GIVEN INFORMATION START

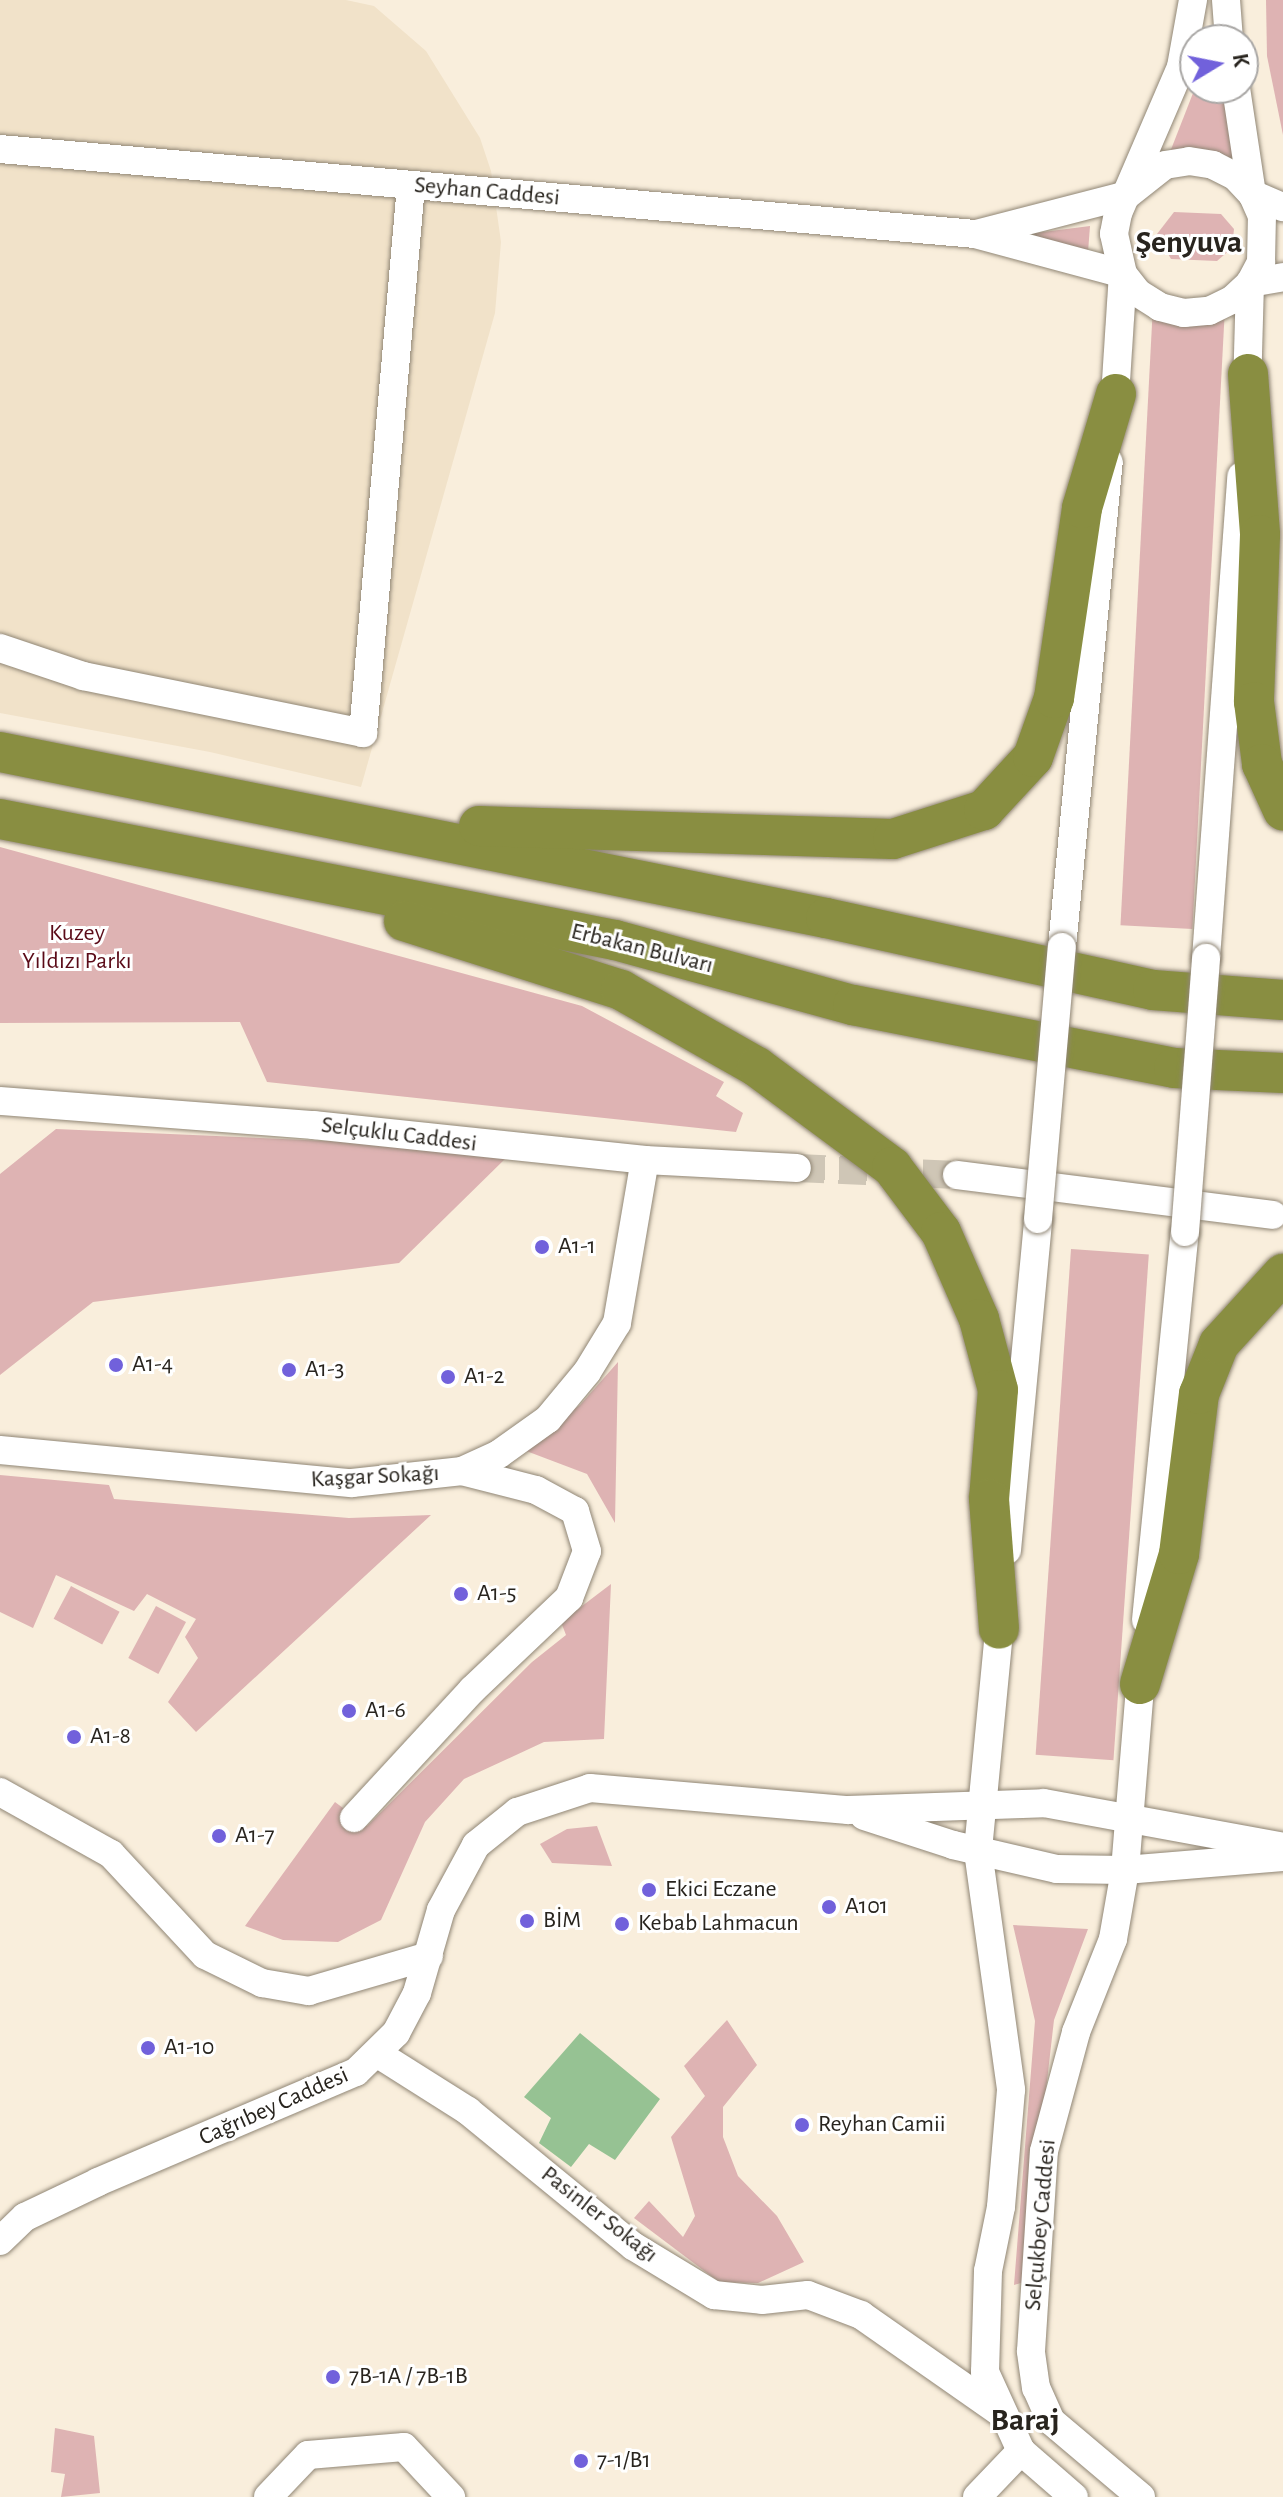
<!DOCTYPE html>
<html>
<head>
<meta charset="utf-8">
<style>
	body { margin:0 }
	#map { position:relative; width:1283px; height:2497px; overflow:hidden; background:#f9eedc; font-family:"Alegreya Sans",sans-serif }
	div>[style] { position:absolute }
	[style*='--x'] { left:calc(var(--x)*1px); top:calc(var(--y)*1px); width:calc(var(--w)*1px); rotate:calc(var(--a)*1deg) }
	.built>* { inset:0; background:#f1e2c9 }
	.green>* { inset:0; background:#deb3b3; transform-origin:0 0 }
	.water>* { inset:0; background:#96c293 }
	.minor-tunnel>* { height:28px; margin-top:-14px; transform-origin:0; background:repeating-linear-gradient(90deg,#cfc6b6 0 28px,transparent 0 42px) }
	.roads { filter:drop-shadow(0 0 2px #908675) drop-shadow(0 0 2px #908675) }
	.minor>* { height:28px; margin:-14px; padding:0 14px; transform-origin:14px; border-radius:14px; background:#fff }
	.highway>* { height:40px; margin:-20px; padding:0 20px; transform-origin:20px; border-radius:20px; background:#898e41 }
	.bridges { filter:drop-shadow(0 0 2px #908675) drop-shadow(0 0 2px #908675) }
	.minor-bridge>* { height:28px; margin:-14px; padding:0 14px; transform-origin:14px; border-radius:14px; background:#fff }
	.dots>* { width:22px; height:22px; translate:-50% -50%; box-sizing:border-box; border:4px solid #fff; border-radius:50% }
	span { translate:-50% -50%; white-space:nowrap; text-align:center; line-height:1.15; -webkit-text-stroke:6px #fff; paint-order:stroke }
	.street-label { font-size:24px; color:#28241e }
	.park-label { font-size:24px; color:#5a0a17 }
	.poi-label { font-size:24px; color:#28241e }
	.left { translate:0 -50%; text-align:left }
	.district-label { font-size:32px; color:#28241e; font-weight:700 }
	.north { position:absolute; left:1179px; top:24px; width:80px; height:80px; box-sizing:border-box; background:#fff; border:2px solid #a9a7a5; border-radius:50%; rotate:80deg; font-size:22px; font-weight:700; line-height:32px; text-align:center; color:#28241e }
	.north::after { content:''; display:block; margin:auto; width:28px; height:36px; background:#7161db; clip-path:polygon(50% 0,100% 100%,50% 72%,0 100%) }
</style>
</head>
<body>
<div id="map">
	<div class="built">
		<i style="clip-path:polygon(0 0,346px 0,374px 6px,426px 51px,480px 138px,491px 171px,501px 242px,495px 313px,361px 787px,210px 752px,0 713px)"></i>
	</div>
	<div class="green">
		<i style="clip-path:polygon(1266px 0,1283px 0,1283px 135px,1267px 56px)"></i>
		<i style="clip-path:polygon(1195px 88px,1228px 88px,1237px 165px,1170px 152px)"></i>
		<i style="clip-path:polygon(1174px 212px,1221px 214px,1234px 229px,1232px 248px,1217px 261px,1171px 259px,1157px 234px)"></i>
		<i style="clip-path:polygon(1090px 226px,1088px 252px,1013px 236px)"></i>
		<i style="left:1153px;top:305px;width:72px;height:621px;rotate:3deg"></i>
		<i style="clip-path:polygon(0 847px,582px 1006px,724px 1082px,716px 1096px,743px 1113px,736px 1132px,267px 1082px,240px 1022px,0 1023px)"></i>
		<i style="clip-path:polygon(56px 1129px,350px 1142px,506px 1158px,399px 1263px,93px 1302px,0 1375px,0 1174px)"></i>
		<i style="left:1071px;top:1249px;width:78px;height:507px;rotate:4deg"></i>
		<i style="clip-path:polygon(618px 1362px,615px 1523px,587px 1474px,521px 1449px,580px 1405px)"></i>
		<i style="clip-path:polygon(0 1475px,109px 1485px,114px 1499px,349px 1518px,431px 1515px,196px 1732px,168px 1702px,198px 1658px,185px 1637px,196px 1619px,147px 1594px,134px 1611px,56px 1575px,33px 1628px,0 1612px)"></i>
		<i style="clip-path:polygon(611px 1584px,604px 1739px,544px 1742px,464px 1779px,425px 1822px,381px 1920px,338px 1942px,283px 1940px,245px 1926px,335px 1802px,367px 1826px,532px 1662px,566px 1635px,561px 1622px)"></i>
		<i style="left:71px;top:1586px;width:55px;height:37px;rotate:28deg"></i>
		<i style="left:156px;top:1606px;width:34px;height:59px;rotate:28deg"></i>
		<i style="clip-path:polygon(597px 1826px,612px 1866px,552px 1863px,540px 1844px,567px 1829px)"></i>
		<i style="clip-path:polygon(1013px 1925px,1088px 1929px,1054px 2020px,1024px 2282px,1014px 2285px,1035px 2021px)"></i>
		<i style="clip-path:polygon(727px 2020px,757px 2065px,723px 2107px,723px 2137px,738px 2176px,777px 2216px,804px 2262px,758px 2283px,719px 2282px,634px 2218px,649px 2201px,683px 2237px,695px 2216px,671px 2137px,705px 2096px,684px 2066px)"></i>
		<i style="clip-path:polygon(55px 2428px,94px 2436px,100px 2493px,61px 2497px,65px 2474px,51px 2472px)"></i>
	</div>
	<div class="water">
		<i style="clip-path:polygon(580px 2033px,660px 2099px,615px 2160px,589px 2144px,571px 2167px,539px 2143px,551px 2118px,524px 2097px)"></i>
	</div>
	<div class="minor-tunnel">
		<i style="--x:797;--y:1168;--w:160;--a:2.5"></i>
	</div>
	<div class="roads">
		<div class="minor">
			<i style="--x:1193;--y:0;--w:68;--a:100.2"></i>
			<i style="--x:1181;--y:67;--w:159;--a:113.3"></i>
			<i style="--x:1118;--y:213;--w:21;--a:101"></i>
			<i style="--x:1114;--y:234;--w:41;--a:77.3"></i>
			<i style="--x:1123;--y:274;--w:24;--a:52"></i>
			<i style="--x:1138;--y:293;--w:26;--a:32"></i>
			<i style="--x:1160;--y:307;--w:25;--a:14"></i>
			<i style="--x:1184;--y:313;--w:25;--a:-5"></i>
			<i style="--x:1209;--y:311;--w:25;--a:-26"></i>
			<i style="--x:1232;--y:300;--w:25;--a:-43"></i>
			<i style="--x:1250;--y:283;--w:24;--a:-62"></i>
			<i style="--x:1261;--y:262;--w:46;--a:-88.8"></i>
			<i style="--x:1262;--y:216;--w:24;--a:-114"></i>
			<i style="--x:1252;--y:194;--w:107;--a:-98.6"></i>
			<i style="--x:1226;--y:0;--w:40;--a:85.7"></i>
			<i style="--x:0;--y:149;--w:979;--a:4.98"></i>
			<i style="--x:975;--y:234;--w:153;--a:15.1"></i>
			<i style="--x:976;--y:234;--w:156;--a:-14.5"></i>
			<i style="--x:1127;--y:195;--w:48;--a:-38.3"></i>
			<i style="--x:1165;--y:165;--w:24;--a:-9"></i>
			<i style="--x:1189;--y:161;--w:24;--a:9"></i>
			<i style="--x:1213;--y:165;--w:25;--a:27"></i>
			<i style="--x:1235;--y:176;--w:25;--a:47"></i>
			<i style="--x:1252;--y:194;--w:34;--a:23"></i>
			<i style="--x:1250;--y:283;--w:34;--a:-10"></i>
			<i style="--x:1247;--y:390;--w:107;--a:-88.4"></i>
			<i style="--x:1114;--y:412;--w:138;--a:-86.3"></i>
			<i style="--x:0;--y:648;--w:88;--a:18.6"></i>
			<i style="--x:83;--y:676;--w:286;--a:11.5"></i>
			<i style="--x:363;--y:733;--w:550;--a:-84.99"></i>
			<i style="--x:1062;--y:947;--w:487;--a:-84.5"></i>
			<i style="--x:1206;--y:958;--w:483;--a:-85.8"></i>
			<i style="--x:0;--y:1101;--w:314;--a:4.4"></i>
			<i style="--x:313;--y:1125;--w:334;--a:6"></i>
			<i style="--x:645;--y:1160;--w:152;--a:3"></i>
			<i style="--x:957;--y:1175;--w:318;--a:7.2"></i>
			<i style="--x:0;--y:1450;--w:354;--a:5.4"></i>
			<i style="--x:352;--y:1483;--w:111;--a:-6.2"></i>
			<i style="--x:462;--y:1471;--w:41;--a:-24.7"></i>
			<i style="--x:499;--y:1454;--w:60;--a:-35.5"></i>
			<i style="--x:548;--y:1419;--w:61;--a:-50.3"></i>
			<i style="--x:587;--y:1372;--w:57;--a:-58.5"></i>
			<i style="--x:617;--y:1323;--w:165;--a:-80.3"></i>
			<i style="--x:1007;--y:1550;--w:332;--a:-84.6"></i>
			<i style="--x:1001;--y:1611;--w:241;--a:95.5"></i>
			<i style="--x:978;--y:1851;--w:241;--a:82.1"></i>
			<i style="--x:1011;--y:2090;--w:117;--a:94.9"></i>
			<i style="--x:1001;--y:2207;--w:65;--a:101.5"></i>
			<i style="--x:988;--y:2271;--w:101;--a:91.7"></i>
			<i style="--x:985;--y:2372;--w:87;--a:65.5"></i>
			<i style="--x:1021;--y:2451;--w:70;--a:41"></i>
			<i style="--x:1146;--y:1620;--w:390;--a:-84.3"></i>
			<i style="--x:0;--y:1792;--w:127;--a:29.2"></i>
			<i style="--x:111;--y:1854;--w:138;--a:47.1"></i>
			<i style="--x:205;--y:1955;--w:64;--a:26.2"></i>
			<i style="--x:262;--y:1983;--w:48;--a:9.7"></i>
			<i style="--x:309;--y:1991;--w:125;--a:-16.3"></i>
			<i style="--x:864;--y:1816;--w:94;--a:18"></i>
			<i style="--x:953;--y:1845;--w:107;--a:13"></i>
			<i style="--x:1057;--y:1869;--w:68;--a:0.8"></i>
			<i style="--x:1125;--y:1870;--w:158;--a:-4.7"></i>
			<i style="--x:354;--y:1818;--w:174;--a:-47.3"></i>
			<i style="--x:472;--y:1690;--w:134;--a:-43.5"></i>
			<i style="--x:569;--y:1598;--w:50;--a:-69"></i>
			<i style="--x:587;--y:1551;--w:42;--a:-106.7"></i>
			<i style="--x:575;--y:1511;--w:44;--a:-151.7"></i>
			<i style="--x:536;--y:1490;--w:76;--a:-165.6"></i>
			<i style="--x:378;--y:2054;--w:107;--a:32.3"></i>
			<i style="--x:468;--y:2111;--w:213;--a:39.3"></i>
			<i style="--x:633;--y:2246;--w:95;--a:31.2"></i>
			<i style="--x:714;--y:2295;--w:48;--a:5.9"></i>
			<i style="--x:762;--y:2300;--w:46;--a:-6.2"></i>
			<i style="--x:808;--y:2295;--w:57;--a:20.7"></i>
			<i style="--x:861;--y:2315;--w:174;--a:35"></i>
			<i style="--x:0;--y:2241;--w:35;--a:-44"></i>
			<i style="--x:25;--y:2217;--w:81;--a:-25.6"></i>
			<i style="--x:98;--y:2182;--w:280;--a:-23.1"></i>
			<i style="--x:356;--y:2072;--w:56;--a:-44.3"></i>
			<i style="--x:396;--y:2033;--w:45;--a:-62.3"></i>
			<i style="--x:417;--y:1993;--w:86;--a:-73.9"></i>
			<i style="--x:441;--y:1910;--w:74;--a:-61.7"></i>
			<i style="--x:476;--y:1845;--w:53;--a:-38.8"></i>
			<i style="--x:517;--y:1812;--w:77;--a:-18.2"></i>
			<i style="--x:590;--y:1788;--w:259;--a:4.9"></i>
			<i style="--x:848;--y:1810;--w:196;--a:-2"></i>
			<i style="--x:1044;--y:1803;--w:243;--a:10.4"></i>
			<i style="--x:268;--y:2497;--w:58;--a:-46.4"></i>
			<i style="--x:308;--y:2455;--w:96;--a:-4.8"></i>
			<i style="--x:404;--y:2447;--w:69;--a:46.8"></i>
			<i style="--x:977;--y:2497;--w:64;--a:-46.3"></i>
			<i style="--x:1141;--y:2497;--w:118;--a:-139.8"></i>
			<i style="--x:1051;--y:2421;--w:36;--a:-114"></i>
			<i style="--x:1036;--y:2388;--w:37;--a:-98"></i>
			<i style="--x:1031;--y:2351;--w:200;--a:-86.3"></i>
			<i style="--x:1044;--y:2151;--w:123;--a:-74.9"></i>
			<i style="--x:1076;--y:2032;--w:100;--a:-68.3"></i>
			<i style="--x:1113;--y:1939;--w:70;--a:-80.1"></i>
			<i style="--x:1125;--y:1870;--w:206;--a:-85.3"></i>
		</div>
		<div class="highway">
			<i style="--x:1248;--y:374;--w:161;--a:85.7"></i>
			<i style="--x:1260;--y:535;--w:167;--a:92.1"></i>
			<i style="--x:1254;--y:702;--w:63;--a:82.6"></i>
			<i style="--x:1262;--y:764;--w:51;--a:65.5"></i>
			<i style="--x:0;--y:752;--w:843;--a:11.36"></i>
			<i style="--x:826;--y:918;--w:335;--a:12.4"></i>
			<i style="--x:1153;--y:990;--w:130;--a:4.4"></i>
			<i style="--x:0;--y:819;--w:627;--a:11.13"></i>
			<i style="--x:615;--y:940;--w:247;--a:15.3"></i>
			<i style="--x:853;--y:1005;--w:327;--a:11.1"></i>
			<i style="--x:1174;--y:1068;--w:109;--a:2.6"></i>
			<i style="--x:479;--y:826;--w:414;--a:1.8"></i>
			<i style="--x:893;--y:839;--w:96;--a:-17.7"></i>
			<i style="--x:984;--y:810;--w:72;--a:-47.2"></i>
			<i style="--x:1033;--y:757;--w:63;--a:-70.4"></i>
			<i style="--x:1054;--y:698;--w:192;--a:-81.6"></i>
			<i style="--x:1082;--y:508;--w:119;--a:-73.4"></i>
			<i style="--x:404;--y:921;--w:228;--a:17.6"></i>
			<i style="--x:621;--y:990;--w:156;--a:29.5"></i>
			<i style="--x:757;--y:1067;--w:168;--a:36.5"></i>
			<i style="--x:892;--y:1167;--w:81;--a:53"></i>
			<i style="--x:941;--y:1232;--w:95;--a:66.4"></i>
			<i style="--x:979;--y:1319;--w:73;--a:75"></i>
			<i style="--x:998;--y:1390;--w:109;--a:94.7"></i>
			<i style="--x:989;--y:1499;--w:130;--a:85.6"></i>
			<i style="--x:1140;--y:1684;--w:136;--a:-73.3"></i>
			<i style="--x:1179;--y:1554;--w:161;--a:-82.9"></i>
			<i style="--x:1199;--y:1394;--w:54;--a:-68.2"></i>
			<i style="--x:1219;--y:1344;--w:95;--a:-47.6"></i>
		</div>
	</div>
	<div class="bridges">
		<div class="minor-bridge">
			<i style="--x:1038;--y:1219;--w:273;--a:-85"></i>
			<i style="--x:1185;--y:1232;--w:275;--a:-85.6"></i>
		</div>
	</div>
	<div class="dots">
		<i style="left:542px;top:1247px;background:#7161db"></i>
		<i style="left:116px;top:1365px;background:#7161db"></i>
		<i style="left:289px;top:1370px;background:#7161db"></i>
		<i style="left:448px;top:1377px;background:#7161db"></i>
		<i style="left:461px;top:1594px;background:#7161db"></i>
		<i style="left:349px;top:1711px;background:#7161db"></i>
		<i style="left:74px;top:1737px;background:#7161db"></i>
		<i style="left:219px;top:1836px;background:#7161db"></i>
		<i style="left:649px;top:1890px;background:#7161db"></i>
		<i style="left:829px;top:1907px;background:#7161db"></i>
		<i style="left:527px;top:1921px;background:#7161db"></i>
		<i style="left:622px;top:1924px;background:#7161db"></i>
		<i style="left:148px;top:2048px;background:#7161db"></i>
		<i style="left:802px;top:2125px;background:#7161db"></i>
		<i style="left:333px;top:2377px;background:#7161db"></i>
		<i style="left:581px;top:2461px;background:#7161db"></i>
	</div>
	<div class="street-label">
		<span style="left:487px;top:192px;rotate:5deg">Seyhan Caddesi</span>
		<span style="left:642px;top:949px;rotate:14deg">Erbakan Bulvarı</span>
		<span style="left:399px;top:1135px;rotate:7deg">Selçuklu Caddesi</span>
		<span style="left:375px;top:1477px;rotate:-3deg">Kaşgar Sokağı</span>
		<span style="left:274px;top:2107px;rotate:-24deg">Cağrıbey Caddesi</span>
		<span style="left:599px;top:2215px;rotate:38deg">Pasinler Sokağı</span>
		<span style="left:1041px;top:2225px;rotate:-85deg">Selçukbey Caddesi</span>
	</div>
	<div class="park-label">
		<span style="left:77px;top:948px">Kuzey<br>Yıldızı Parkı</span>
	</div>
	<div class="poi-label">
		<span class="left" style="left:558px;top:1247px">A1-1</span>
		<span class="left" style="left:132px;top:1365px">A1-4</span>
		<span class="left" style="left:305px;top:1370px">A1-3</span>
		<span class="left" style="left:464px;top:1377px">A1-2</span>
		<span class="left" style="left:477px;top:1594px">A1-5</span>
		<span class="left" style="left:365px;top:1711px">A1-6</span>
		<span class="left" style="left:90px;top:1737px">A1-8</span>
		<span class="left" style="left:235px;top:1836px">A1-7</span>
		<span class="left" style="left:665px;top:1890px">Ekici Eczane</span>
		<span class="left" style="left:845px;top:1907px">A101</span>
		<span class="left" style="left:543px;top:1921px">BİM</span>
		<span class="left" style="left:638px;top:1924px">Kebab Lahmacun</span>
		<span class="left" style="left:164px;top:2048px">A1-10</span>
		<span class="left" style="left:818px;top:2125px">Reyhan Camii</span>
		<span class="left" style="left:349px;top:2377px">7B-1A / 7B-1B</span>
		<span class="left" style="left:597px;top:2461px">7-1/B1</span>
	</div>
	<div class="district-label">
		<span style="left:1189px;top:242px">Şenyuva</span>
		<span style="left:1025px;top:2420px">Baraj</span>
	</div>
	<div class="north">K</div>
</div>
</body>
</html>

GIVEN INFORMATION END

**REQUIREMENT:**
Lines from the start of the material through the line containing "position:absolute; left:1179px; top:24px;" are to be restated word for word; no picture may be included.

**RESPONSE FOR THIS EXERCISE:**
<!DOCTYPE html>
<html>
<head>
<meta charset="utf-8">
<style>
	body { margin:0 }
	#map { position:relative; width:1283px; height:2497px; overflow:hidden; background:#f9eedc; font-family:"Alegreya Sans",sans-serif }
	div>[style] { position:absolute }
	[style*='--x'] { left:calc(var(--x)*1px); top:calc(var(--y)*1px); width:calc(var(--w)*1px); rotate:calc(var(--a)*1deg) }
	.built>* { inset:0; background:#f1e2c9 }
	.green>* { inset:0; background:#deb3b3; transform-origin:0 0 }
	.water>* { inset:0; background:#96c293 }
	.minor-tunnel>* { height:28px; margin-top:-14px; transform-origin:0; background:repeating-linear-gradient(90deg,#cfc6b6 0 28px,transparent 0 42px) }
	.roads { filter:drop-shadow(0 0 2px #908675) drop-shadow(0 0 2px #908675) }
	.minor>* { height:28px; margin:-14px; padding:0 14px; transform-origin:14px; border-radius:14px; background:#fff }
	.highway>* { height:40px; margin:-20px; padding:0 20px; transform-origin:20px; border-radius:20px; background:#898e41 }
	.bridges { filter:drop-shadow(0 0 2px #908675) drop-shadow(0 0 2px #908675) }
	.minor-bridge>* { height:28px; margin:-14px; padding:0 14px; transform-origin:14px; border-radius:14px; background:#fff }
	.dots>* { width:22px; height:22px; translate:-50% -50%; box-sizing:border-box; border:4px solid #fff; border-radius:50% }
	span { translate:-50% -50%; white-space:nowrap; text-align:center; line-height:1.15; -webkit-text-stroke:6px #fff; paint-order:stroke }
	.street-label { font-size:24px; color:#28241e }
	.park-label { font-size:24px; color:#5a0a17 }
	.poi-label { font-size:24px; color:#28241e }
	.left { translate:0 -50%; text-align:left }
	.district-label { font-size:32px; color:#28241e; font-weight:700 }
	.north { position:absolute; left:1179px; top:24px; width:80px; height:80px; box-sizing:border-box; background:#fff; border:2px solid #a9a7a5; border-radius:50%; rotate:80deg; font-size:22px; font-weight:700; line-height:32px; text-align:center; color:#28241e }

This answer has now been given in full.